Tandis que les gouvernements européens sont à leur tour éclaboussés par les révélations d’Edward Snowden, les « petites mains » du réseau, elles, s’attellent à compliquer la tâche des agences de renseignement. […]
L’accumulation des révélations sur les divers programmes – Prism, Bullrun, Tempora et consorts – mis en place par l’Agence nationale de sécurité américaine et le GCHQ, son équivalent britannique, a donné un coup de fouet à ceux qui dénonçaient (parfois depuis fort longtemps) l’existence d’une surveillance massive et systémique. Pour ceux-là – ingénieurs, experts en sécurité informatique, activistes du logiciel libre, groupes de défense des libertés civiles sur Internet… –, l’heure n’est plus au constat, mais à la contre-offensive. […]
D’où la naissance de projets encore très expérimentaux, tel Bitmessage, lancé fin 2012 par le New-Yorkais Jonathan Warren pour répondre à l’épineuse difficulté des métadonnées (lors de l’envoi d’un e-mail, l’adresse de l’expéditeur, celle du destinataire et l’objet du message apparaissent toujours « en clair », même si le contenu est chiffré). […]

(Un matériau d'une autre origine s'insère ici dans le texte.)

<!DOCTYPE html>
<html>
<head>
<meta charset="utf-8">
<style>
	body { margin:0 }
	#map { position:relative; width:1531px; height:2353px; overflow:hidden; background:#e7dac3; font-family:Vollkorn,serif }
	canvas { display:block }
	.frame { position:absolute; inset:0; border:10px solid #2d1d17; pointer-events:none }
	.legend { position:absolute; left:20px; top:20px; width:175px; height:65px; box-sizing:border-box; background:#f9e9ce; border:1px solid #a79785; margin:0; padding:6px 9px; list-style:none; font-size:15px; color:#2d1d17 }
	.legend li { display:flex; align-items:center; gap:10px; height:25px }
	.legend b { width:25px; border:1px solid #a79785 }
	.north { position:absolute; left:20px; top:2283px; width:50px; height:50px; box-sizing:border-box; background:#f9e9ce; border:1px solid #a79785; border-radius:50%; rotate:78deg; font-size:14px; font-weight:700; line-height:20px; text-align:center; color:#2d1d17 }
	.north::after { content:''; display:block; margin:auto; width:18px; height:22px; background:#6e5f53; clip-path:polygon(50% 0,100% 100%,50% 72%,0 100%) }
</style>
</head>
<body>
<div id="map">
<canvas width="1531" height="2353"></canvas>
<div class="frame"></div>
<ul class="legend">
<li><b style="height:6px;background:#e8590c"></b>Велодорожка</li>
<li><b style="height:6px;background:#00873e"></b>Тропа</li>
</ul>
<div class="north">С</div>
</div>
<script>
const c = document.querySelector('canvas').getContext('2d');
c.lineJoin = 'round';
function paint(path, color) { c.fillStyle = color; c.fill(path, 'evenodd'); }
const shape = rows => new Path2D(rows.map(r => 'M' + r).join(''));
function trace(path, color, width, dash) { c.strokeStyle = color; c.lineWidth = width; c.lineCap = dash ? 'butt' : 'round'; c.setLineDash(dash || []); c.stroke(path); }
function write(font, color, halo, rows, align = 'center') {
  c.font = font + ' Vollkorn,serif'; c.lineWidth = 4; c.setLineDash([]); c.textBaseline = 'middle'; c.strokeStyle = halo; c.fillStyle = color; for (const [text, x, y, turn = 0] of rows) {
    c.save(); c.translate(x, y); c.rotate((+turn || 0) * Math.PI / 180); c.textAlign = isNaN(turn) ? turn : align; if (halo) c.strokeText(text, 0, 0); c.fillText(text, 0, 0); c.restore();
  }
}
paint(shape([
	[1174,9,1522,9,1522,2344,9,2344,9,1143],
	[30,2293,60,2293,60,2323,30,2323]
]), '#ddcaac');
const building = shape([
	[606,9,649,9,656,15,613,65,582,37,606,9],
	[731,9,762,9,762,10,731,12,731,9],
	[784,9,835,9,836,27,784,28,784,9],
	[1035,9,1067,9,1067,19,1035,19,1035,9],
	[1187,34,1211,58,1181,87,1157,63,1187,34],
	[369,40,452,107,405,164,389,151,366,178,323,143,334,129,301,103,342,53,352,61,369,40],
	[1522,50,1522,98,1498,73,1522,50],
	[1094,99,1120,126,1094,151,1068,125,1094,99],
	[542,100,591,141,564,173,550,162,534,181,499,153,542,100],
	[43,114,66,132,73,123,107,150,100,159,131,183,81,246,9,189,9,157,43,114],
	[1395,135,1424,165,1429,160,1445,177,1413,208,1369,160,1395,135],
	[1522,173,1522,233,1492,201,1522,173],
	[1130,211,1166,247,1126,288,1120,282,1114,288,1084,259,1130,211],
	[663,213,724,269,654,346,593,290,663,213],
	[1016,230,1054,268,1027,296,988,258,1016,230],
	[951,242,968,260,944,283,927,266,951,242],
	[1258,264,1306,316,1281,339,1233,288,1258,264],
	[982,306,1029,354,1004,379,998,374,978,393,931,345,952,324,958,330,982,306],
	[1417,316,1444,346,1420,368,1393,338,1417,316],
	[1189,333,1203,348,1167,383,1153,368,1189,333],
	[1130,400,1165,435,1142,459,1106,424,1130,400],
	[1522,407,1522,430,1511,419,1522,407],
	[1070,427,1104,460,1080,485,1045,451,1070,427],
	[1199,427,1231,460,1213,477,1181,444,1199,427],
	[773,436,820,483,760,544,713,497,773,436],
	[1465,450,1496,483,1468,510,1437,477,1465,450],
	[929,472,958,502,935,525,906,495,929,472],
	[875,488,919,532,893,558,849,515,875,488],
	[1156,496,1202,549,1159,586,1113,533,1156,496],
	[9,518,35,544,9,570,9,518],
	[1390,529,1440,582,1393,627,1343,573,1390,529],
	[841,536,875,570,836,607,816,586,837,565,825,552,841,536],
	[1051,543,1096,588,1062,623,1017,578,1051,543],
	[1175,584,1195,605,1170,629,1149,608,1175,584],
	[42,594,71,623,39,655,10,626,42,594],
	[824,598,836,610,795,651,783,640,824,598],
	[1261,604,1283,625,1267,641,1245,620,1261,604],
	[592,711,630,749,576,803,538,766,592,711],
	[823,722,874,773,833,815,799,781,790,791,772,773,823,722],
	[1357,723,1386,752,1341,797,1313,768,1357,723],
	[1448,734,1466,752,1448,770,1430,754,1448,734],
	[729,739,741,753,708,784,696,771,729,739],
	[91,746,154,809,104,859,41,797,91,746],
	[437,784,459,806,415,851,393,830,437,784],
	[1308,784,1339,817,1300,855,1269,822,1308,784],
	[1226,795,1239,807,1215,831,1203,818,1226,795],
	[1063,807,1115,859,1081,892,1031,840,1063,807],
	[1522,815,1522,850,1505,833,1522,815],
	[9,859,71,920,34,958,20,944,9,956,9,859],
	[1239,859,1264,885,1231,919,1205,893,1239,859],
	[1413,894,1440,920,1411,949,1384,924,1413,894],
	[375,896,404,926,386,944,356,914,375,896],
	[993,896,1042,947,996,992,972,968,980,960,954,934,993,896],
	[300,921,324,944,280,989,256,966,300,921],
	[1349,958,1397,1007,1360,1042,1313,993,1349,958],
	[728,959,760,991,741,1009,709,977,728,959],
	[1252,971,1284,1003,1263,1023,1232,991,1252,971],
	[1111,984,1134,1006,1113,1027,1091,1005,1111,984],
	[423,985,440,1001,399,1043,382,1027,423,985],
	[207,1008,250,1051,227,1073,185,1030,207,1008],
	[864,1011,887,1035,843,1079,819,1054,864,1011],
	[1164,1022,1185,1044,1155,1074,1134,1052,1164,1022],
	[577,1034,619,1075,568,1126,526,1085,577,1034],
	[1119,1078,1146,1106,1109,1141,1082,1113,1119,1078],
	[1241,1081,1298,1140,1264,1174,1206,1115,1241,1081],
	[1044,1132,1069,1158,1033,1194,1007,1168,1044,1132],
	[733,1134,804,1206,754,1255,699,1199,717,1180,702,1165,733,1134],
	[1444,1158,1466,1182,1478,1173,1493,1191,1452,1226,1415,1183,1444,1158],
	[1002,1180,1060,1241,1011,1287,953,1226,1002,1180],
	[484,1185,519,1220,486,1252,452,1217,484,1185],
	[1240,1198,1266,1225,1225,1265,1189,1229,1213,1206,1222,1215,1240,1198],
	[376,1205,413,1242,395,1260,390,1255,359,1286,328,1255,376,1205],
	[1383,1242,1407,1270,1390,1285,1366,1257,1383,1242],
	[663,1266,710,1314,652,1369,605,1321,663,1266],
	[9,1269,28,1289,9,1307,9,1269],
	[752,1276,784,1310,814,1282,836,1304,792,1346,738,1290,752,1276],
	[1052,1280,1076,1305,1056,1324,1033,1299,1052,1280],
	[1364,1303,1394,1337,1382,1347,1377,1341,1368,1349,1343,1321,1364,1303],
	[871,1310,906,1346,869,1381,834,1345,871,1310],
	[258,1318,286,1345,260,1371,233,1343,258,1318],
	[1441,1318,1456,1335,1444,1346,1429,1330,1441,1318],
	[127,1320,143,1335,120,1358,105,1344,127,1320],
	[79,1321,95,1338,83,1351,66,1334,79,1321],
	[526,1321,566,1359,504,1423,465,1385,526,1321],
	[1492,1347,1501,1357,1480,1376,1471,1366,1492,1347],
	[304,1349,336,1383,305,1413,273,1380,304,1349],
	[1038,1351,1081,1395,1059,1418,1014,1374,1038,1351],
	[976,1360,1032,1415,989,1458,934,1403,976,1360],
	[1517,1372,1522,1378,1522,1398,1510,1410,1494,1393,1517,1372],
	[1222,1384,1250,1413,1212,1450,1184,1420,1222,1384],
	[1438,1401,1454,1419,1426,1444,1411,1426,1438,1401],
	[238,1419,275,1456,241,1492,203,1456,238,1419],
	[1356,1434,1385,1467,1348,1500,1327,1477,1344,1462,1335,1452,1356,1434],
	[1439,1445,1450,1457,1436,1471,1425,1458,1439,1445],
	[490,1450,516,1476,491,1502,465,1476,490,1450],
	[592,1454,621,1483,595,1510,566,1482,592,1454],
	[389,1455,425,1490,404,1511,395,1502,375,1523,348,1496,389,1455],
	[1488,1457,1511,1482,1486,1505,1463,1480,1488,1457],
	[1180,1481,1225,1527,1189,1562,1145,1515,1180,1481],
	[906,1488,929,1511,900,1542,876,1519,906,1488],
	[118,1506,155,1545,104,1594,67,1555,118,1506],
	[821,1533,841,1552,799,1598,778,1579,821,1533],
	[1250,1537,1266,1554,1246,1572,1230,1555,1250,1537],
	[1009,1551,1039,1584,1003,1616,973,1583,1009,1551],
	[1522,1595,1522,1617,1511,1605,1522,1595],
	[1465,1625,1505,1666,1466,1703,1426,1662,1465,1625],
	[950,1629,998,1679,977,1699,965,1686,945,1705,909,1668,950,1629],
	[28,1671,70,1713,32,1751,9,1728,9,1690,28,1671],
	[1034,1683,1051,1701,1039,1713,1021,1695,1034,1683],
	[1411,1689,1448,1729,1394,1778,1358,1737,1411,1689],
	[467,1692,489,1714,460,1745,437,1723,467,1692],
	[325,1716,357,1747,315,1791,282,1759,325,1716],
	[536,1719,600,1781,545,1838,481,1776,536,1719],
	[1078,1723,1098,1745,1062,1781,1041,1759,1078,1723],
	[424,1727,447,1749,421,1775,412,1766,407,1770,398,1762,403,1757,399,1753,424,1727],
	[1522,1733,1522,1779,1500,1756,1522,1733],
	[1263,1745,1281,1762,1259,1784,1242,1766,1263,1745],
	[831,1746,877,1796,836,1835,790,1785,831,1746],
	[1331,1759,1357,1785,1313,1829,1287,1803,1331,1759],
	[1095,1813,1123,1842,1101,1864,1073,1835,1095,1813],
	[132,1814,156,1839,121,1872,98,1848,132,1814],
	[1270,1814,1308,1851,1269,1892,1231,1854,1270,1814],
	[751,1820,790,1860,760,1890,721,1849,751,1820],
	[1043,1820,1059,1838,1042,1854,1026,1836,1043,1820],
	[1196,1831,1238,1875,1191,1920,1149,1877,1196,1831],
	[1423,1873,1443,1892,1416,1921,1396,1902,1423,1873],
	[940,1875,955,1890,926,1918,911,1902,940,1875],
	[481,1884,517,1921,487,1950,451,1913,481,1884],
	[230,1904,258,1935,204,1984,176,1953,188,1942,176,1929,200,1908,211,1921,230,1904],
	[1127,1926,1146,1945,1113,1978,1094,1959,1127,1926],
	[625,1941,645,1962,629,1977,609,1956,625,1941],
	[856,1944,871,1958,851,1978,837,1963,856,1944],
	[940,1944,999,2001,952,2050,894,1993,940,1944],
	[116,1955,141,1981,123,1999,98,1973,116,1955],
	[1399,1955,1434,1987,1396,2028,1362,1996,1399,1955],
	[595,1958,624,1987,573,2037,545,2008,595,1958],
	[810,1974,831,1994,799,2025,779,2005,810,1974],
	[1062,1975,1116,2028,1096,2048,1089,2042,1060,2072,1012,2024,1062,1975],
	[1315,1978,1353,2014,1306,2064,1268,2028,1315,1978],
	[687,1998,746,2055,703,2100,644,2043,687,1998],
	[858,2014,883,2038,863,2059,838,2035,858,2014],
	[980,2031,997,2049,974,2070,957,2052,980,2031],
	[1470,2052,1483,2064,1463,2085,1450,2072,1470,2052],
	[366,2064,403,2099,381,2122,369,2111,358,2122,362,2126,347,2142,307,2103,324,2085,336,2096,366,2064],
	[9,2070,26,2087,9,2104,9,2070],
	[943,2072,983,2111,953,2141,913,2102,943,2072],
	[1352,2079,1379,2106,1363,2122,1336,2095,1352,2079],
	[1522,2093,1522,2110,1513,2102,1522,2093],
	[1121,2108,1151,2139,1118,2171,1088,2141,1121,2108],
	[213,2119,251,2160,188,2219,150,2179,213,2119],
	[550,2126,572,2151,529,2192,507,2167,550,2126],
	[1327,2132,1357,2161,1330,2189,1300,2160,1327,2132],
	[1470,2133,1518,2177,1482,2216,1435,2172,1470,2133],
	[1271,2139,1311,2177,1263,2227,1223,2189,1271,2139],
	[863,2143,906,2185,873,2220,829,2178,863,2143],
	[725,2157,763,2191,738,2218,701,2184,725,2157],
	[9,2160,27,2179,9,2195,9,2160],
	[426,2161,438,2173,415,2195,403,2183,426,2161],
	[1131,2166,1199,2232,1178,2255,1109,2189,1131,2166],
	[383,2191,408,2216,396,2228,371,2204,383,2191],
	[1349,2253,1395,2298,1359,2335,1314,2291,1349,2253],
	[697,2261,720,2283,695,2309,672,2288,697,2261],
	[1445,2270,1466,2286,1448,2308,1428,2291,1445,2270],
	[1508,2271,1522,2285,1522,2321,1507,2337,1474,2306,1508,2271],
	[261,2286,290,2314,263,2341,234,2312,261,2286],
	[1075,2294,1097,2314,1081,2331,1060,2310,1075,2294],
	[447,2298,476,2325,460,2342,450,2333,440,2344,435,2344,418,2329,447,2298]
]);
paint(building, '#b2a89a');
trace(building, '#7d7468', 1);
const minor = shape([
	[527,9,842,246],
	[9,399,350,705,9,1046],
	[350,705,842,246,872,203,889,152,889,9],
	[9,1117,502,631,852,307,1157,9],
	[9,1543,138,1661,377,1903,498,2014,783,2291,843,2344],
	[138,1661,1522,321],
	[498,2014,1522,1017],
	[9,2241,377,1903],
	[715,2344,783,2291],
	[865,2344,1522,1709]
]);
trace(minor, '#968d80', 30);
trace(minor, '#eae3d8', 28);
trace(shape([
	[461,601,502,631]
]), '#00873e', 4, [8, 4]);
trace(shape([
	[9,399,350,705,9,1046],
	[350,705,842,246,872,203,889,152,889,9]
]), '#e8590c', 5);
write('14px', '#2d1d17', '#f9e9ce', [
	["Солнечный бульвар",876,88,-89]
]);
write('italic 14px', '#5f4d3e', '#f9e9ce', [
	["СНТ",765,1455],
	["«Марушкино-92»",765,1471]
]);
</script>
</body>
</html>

Encore un effort, donc, avant d’être mis à la portée de tout un chacun. D’autant, rappelle Benjamin Sonntag, l’un des cofondateurs de La Quadrature du Net, qu’il existe déjà de nombreux outils permettant de garder un peu (voire beaucoup) de vie privée en ligne – ces logiciels dits libres qui autorisent notamment l’accès au code source, seule garantie de pouvoir vérifier qu’ils n’ont pas été délibérément affaiblis. […]

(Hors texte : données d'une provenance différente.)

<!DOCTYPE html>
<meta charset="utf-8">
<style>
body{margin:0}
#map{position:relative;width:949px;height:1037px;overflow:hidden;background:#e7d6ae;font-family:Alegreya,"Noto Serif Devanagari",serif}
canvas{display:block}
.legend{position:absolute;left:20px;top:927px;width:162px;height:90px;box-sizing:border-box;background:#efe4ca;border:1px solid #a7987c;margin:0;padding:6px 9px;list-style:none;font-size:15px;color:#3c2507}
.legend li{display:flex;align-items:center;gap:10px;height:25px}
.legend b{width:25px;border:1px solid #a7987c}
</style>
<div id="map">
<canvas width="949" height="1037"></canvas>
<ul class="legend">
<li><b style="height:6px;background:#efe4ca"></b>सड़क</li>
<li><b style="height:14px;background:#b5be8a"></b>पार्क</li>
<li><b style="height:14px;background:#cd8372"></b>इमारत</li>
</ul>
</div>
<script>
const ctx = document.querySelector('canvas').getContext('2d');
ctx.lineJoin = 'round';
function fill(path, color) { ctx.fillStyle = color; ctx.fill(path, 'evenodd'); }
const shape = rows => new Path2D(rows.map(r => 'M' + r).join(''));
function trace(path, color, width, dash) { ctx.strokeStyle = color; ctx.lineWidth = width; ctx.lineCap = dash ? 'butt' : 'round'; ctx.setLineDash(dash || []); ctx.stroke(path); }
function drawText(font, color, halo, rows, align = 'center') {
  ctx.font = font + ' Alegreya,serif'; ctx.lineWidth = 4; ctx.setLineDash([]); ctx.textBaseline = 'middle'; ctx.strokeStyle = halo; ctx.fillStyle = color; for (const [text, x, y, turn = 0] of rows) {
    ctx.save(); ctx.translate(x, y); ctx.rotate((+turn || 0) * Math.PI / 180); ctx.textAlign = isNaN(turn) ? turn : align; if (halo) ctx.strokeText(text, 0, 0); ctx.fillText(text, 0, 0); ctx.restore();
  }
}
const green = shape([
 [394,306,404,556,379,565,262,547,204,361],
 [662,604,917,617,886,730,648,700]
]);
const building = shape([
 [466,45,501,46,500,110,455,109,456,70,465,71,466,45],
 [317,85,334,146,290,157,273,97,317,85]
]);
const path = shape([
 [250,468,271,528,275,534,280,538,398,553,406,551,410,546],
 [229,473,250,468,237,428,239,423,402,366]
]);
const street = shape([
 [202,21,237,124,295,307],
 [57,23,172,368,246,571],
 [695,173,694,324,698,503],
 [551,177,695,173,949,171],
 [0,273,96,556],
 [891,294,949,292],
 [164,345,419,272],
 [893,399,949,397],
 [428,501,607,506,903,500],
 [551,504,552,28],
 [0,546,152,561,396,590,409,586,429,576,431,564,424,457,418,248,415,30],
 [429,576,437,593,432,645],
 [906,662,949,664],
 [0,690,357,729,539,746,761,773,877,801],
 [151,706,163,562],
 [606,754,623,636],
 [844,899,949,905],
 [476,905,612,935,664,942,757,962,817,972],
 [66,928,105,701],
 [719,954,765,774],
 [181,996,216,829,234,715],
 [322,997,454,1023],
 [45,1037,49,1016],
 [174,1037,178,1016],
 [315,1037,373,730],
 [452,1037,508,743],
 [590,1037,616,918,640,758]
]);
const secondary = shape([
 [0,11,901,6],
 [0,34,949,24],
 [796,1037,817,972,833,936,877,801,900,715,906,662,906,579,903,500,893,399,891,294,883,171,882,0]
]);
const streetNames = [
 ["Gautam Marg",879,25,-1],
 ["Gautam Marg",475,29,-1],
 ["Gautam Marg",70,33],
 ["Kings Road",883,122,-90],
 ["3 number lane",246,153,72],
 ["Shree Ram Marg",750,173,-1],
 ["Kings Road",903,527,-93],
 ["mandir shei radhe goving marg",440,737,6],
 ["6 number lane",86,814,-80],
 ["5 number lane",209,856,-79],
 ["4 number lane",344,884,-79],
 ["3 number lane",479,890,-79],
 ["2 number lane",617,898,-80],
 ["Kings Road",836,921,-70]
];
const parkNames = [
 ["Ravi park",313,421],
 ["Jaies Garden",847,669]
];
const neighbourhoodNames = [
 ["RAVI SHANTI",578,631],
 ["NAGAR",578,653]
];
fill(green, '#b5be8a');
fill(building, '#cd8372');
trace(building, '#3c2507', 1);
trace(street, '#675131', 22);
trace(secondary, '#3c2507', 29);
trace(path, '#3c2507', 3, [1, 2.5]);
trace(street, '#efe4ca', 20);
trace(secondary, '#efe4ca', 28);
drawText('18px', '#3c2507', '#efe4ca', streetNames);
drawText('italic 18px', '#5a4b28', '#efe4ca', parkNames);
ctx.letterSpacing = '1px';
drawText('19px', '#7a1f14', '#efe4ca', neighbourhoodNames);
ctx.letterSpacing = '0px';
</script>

L’initiative, en tout cas, soulève quelques espoirs : « C’est prometteur, assure Benjamin Sonntag, notamment parce que le code avance très vite. Ça commence à sérieusement ressembler à quelque chose. » […]

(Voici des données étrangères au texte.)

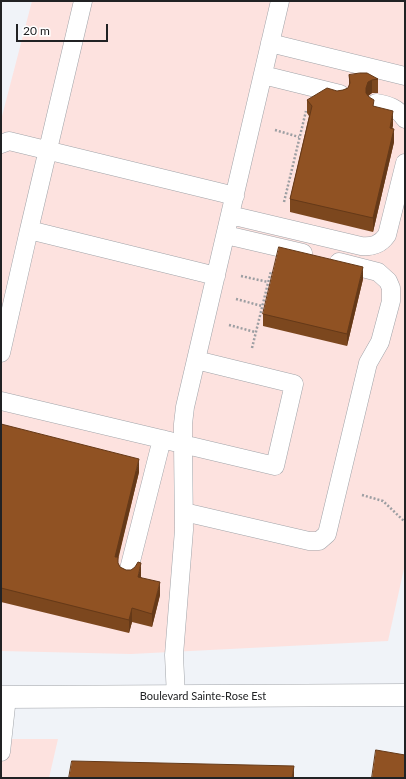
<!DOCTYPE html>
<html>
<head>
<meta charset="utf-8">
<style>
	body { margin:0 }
	#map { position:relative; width:406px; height:779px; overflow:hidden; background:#f0f3f8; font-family:Lato,sans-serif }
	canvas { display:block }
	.frame { position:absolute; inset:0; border:2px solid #212224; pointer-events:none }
	.scale { position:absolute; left:16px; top:24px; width:92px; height:18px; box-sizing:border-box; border:2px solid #212224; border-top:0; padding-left:5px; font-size:12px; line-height:14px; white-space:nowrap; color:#212224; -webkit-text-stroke:3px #fff; paint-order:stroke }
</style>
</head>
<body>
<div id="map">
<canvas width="406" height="779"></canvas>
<div class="frame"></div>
<div class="scale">20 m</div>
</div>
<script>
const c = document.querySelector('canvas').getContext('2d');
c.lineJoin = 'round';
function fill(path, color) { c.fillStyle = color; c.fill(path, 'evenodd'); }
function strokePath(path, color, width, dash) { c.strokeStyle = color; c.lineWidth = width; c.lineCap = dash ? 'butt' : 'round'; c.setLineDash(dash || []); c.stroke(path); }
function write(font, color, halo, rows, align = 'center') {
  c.font = font + ' Lato,sans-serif'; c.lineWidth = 4; c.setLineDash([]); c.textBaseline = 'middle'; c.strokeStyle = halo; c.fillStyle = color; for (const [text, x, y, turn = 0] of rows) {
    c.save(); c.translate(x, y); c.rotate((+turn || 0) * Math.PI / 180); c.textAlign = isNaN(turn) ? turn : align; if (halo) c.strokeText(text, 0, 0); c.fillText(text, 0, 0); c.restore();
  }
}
const commercial = new Path2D(`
	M32,1H405V564L388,641L131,654L1,651V120Z
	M1,739H58L49,778H1Z`);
const path = new Path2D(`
	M275,130L299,137
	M284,202L306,111
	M241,276L268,282
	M236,299L262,306
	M229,325L255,332
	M252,348L271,271
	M362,495L383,501L405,522`);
const service = new Path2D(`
	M83,1L29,230L216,276
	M270,43L405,76
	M263,75L340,94
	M376,103C388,105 398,108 405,119
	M1,144L9,141L235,196
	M230,215L361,246C372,247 380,245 387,235L405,163
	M226,235L303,253
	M1,353L29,230
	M1,401L275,466L294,384L196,360
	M184,512L309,541H319L327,534L368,363L380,342L391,301V288L388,281L378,272L339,262
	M128,573L162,439
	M176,697L174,655L184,530L183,444V424L185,407L280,1
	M1,752L7,697`);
const tertiary = new Path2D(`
	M1,697L405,695`);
const wall = new Path2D(`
	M349,75L378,79V93H372L368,96L374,107L393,125L392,129L394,142L373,232L290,212V199L309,116L307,113V100L337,91L343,90L348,88L349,86Z
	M363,279L347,346L263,326V314Z
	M1,424L139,472L118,560V563L120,567L126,570L141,576V577L160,595L152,627L132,622L129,633L1,602Z`);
const shadedWall = new Path2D(`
	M372,80V93L368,96L366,101V88L368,82Z
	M393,111V125L390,141V128Z
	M394,129V142L373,232V218Z
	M363,267V279L347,346V334Z
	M139,459V472L115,570V557Z
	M141,563V576L138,590V577Z
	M160,582V595L152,627V614Z
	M132,608V622L129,633V620Z
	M294,766V778H292Z`);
const building = new Path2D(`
	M360,73H367L378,79L372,80L368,82L366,88V93L369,97L374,100L373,106L393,111L390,128L394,129L373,218L290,199L312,106L307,100L327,88L337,91L343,90L348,88L350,83L349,75Z
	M279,247L363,267L347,334L263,314Z
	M1,424L139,459L115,557H118V563L120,567L126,570H131L135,567L138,562L141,563L138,577L160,582L152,614L132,608L129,620L1,588Z
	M376,750L405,755V778H372Z
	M72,761L294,766L292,778H69Z`);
const streetNames = [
	["Boulevard Sainte-Rose Est",203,696]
];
fill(commercial, '#fde2df');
strokePath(service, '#a1a4a9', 19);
strokePath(tertiary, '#a1a4a9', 23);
strokePath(path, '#9c9ea2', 2.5, [2, 2]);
strokePath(service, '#fff', 18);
strokePath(tertiary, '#fff', 22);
fill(wall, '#7c471e');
fill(shadedWall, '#653918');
fill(building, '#905223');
strokePath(building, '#653918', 1);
write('11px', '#212224', '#fff', streetNames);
</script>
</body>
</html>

Reste que, pour beaucoup, les réponses techniques, si abouties soient-elles, ne suffiront pas à répondre au problème de la surveillance de masse. Benjamin Bayart, le président de la Fédération FDN, qui rassemble les fournisseurs d’accès à Internet associatifs en France, en viendrait presque à s’énerver quand on lui parle anonymat et chiffrement : « Ce qu’on est en train de dire, c’est qu’il faut se promener sur Internet en armure –et pas contre des gens qui voudraient vous voler votre code de carte bleue, mais pour se protéger des gouvernements. C’est tout de même un problème ! »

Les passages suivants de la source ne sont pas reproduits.